Thank you for making me realize that I am not much different than the other people who surrounded me growing up, but that realizing that I wasn't different is actually what made me different. By leaving you behind, I learned how to think on my own and how to befriend people who were different from me. Meeting these people who don't exist in your small bubble made me better; they made me grow and evolve and learn what hardships are really like.
Thank you for being so goddamn small. I will never understand why we needed five pizza places in a span of approximately six miles, but I'm glad that's a thing. I appreciate that I get the chance to know what it's like to live in a place where virtually nothing happens and yet people gossip more than I've ever witnessed. You've taught me how to be private and how to make sure my secrets are only told to the right people, because if they weren't pretty soon the whole 6,000 person town would know them.
I am blessed to have left you when I did otherwise, I probably never would have. You keep people trapped in you for their entire lives, never letting them experience what the outside world is like, and my god is it better than you are.

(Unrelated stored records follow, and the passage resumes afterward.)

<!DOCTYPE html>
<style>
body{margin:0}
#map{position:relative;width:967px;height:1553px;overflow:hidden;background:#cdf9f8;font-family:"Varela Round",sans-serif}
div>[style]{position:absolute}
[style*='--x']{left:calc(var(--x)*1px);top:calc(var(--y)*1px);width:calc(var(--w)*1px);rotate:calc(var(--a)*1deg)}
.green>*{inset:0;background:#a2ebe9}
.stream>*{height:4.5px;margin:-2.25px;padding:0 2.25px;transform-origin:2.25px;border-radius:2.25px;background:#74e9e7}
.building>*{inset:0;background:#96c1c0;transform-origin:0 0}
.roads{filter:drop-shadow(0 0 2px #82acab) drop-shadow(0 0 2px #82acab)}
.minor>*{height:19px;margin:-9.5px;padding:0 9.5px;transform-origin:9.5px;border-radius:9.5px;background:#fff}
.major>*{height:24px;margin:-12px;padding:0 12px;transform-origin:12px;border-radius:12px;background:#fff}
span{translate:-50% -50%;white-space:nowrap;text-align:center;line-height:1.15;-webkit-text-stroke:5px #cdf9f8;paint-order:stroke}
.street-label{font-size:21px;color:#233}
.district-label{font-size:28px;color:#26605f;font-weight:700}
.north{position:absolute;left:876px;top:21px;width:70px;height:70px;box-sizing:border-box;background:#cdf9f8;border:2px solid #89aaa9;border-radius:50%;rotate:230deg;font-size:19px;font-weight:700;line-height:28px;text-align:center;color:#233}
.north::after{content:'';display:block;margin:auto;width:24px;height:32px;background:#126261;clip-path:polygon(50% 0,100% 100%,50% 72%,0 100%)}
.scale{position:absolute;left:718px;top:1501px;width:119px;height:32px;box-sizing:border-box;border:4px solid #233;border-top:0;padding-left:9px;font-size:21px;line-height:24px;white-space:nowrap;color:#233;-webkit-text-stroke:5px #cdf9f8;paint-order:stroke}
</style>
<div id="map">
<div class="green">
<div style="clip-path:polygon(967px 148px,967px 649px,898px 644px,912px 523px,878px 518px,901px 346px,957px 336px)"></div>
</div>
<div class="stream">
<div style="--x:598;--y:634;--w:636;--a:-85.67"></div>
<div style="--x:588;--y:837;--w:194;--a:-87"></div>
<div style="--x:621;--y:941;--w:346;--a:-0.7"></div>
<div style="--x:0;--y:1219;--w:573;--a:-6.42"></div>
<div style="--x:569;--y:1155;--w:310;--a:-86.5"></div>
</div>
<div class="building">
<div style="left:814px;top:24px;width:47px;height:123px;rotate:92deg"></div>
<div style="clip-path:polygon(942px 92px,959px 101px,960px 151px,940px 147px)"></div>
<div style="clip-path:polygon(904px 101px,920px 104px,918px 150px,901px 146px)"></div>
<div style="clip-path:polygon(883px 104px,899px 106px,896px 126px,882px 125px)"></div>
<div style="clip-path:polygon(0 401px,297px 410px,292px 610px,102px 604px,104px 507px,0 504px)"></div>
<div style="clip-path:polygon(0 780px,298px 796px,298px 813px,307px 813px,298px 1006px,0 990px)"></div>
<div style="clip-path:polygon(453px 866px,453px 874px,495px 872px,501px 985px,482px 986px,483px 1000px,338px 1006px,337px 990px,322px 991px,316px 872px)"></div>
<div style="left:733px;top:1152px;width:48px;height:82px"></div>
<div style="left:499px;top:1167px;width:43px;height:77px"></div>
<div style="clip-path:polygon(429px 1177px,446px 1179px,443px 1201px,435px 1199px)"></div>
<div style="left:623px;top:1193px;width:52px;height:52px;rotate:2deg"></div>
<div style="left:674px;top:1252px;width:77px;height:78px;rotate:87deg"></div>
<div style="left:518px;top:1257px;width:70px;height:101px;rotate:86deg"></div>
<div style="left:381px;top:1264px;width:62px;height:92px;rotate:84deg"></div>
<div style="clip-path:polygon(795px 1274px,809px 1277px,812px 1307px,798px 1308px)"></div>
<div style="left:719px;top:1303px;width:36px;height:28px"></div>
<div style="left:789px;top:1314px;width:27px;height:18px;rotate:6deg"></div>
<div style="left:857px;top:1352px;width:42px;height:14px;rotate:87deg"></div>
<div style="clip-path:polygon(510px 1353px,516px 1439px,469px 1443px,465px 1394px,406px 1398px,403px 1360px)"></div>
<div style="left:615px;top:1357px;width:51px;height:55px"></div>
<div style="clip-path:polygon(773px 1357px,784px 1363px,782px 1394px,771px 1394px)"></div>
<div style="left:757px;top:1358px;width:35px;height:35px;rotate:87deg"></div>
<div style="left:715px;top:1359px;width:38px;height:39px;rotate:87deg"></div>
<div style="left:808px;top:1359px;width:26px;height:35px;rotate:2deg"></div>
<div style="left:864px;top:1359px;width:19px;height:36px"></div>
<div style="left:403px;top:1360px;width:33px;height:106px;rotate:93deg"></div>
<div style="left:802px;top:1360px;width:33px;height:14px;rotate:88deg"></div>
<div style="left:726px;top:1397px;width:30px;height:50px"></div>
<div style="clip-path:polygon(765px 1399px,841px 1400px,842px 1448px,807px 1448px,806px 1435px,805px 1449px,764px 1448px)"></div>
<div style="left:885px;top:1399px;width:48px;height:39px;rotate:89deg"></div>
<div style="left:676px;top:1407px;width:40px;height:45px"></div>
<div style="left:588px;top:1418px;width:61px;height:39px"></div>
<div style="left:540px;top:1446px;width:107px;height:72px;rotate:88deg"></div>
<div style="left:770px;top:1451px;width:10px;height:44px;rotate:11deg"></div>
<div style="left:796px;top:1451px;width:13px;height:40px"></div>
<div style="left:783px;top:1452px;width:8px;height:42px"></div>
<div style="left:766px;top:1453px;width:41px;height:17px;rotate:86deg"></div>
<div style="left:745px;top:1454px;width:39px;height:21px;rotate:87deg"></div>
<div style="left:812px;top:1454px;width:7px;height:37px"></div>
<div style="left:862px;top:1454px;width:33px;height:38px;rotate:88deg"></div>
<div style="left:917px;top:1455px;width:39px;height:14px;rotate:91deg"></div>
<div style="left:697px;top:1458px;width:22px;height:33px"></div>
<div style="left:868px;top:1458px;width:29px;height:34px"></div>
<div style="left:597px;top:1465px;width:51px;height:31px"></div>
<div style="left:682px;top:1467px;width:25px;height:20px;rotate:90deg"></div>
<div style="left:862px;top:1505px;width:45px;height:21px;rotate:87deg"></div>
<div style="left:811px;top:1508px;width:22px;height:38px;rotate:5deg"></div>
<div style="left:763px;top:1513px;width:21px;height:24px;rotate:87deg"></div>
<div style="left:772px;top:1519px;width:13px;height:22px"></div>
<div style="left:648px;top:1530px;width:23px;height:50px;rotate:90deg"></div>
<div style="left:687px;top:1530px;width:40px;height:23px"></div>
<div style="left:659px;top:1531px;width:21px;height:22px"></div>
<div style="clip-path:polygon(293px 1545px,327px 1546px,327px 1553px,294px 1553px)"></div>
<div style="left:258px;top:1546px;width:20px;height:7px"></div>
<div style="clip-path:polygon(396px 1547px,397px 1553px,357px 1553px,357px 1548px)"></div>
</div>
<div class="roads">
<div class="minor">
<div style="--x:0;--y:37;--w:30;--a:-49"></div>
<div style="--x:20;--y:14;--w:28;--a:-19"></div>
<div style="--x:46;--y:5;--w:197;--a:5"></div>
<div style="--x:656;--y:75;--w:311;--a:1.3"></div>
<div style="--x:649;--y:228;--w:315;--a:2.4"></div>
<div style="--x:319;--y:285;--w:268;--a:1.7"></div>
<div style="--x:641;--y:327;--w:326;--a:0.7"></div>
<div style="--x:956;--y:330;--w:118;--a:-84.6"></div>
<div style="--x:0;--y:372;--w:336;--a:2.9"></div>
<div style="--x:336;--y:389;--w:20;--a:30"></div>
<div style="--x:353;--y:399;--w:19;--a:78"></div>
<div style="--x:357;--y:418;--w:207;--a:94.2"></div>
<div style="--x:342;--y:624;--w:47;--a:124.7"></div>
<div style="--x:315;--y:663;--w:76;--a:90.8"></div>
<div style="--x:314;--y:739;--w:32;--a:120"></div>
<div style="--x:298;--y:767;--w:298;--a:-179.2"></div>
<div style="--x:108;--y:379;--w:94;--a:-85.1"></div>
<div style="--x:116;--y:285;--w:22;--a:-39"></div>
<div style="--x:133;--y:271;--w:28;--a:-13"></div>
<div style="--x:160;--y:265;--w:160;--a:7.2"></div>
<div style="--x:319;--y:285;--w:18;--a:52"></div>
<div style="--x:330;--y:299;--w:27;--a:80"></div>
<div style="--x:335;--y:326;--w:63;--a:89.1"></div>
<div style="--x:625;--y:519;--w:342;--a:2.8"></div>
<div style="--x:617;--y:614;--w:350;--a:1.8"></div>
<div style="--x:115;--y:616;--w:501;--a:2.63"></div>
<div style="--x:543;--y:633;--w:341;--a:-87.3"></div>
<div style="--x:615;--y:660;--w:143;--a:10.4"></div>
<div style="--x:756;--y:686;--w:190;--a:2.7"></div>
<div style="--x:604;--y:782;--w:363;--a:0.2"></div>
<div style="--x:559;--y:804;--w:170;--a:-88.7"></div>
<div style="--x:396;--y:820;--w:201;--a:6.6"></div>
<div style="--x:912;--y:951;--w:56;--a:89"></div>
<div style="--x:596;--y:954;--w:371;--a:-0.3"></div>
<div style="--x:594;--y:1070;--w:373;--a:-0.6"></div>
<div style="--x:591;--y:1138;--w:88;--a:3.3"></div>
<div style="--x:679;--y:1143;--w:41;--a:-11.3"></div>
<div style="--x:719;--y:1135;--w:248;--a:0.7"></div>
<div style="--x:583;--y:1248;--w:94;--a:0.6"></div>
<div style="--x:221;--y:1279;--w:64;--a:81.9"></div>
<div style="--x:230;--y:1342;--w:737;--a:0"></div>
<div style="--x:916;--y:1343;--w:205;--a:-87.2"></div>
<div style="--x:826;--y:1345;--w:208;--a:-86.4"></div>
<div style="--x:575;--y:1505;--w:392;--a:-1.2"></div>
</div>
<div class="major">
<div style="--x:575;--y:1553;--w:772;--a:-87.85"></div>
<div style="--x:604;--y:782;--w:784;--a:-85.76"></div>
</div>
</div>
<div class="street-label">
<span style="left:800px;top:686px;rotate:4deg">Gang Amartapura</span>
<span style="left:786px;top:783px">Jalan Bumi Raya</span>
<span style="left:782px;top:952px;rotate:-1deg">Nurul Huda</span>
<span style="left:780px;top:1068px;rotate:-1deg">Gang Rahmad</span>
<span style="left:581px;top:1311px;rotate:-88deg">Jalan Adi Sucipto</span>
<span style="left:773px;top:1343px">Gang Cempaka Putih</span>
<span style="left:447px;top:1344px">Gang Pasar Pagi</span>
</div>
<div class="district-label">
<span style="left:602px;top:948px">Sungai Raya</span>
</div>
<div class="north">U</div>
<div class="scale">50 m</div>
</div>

You shaped my childhood and molded me into a person until I left you for college at the age of eighteen. You created me, my interests, my thoughts, my friends, and even some of my emotions. You helped me develop into a person who figured out on their own that it was time to depart. It's been four years since I've considered you my home, and I wish I was sorry that I outgrew you, but I know that you're both better off without me and that I am better off without you. You'll always be beautiful to me and I promise to visit.